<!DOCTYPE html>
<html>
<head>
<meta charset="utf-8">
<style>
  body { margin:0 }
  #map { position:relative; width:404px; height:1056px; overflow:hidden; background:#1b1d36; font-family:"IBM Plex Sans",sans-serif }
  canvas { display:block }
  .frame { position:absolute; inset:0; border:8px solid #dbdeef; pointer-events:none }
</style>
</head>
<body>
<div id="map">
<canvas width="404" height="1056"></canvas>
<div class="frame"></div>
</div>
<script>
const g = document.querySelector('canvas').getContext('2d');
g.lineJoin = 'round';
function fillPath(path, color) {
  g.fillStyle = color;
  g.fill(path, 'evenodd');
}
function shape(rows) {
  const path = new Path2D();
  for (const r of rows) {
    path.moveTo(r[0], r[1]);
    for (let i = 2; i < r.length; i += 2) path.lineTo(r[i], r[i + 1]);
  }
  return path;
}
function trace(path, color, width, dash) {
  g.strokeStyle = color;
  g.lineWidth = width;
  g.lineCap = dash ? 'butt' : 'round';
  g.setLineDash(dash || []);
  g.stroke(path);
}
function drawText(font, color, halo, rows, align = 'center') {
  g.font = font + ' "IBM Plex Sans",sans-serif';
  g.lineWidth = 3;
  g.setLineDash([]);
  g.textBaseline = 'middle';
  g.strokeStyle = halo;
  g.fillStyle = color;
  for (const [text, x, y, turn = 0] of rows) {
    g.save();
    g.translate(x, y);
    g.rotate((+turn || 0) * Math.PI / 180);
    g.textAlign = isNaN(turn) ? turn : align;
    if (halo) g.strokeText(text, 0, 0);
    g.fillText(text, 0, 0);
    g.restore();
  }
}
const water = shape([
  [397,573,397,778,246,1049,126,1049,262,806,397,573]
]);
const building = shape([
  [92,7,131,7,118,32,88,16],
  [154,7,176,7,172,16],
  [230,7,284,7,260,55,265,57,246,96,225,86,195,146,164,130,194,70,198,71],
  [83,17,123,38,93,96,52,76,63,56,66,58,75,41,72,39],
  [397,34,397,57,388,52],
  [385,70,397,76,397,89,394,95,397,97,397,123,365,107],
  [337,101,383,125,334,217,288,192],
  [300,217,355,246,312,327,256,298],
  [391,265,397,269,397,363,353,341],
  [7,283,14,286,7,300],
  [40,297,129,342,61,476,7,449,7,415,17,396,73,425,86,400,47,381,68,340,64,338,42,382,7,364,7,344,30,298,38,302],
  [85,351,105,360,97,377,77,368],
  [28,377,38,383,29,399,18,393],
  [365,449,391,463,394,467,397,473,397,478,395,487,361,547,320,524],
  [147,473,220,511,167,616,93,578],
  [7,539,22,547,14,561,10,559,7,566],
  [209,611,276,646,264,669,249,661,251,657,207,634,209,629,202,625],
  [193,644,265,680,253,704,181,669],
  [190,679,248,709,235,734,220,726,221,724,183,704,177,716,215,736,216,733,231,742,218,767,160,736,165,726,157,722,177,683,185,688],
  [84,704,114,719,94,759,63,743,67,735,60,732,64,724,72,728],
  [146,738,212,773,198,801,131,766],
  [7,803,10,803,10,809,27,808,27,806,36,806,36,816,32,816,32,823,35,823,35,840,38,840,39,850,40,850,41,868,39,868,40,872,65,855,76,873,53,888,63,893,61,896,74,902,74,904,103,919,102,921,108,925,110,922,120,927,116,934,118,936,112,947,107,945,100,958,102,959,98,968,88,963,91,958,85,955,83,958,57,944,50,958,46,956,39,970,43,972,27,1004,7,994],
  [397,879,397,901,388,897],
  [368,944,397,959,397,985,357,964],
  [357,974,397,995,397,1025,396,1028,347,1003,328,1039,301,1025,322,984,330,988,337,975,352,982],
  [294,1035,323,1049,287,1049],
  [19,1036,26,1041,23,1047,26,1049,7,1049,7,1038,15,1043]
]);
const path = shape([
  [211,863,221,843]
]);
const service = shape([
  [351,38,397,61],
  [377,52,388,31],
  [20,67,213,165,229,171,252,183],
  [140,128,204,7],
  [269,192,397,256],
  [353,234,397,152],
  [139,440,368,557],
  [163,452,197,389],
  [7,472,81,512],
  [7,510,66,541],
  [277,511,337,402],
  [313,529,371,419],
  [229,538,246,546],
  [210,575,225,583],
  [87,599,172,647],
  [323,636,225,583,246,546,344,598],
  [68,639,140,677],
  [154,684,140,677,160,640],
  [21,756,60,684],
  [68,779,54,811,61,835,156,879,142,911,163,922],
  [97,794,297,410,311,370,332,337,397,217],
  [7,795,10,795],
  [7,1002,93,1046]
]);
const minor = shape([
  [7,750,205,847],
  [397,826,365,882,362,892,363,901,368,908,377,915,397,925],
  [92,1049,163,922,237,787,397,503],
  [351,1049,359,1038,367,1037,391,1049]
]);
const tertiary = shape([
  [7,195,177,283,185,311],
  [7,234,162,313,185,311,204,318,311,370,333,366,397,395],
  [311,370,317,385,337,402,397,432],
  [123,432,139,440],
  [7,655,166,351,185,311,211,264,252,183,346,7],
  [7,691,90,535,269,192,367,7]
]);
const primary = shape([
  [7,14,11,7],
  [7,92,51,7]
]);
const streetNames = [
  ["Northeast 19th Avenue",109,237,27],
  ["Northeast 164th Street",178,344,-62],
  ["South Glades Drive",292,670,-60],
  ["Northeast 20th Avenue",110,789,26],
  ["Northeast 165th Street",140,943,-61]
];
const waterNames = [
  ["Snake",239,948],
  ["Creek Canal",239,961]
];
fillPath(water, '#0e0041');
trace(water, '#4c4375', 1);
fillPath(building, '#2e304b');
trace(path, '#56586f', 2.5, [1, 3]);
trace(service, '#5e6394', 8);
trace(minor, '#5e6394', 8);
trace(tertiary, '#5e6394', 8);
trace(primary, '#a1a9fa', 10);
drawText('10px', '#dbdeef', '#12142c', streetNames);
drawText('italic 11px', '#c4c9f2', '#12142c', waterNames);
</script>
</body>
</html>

++++++++++++++++++++

*REQUIREMENT:* Look through the entries above. Extract each line with the word "canvas".

*RESULT OF THE EXERCISE:*
  canvas { display:block }
<canvas width="404" height="1056"></canvas>
const g = document.querySelector('canvas').getContext('2d');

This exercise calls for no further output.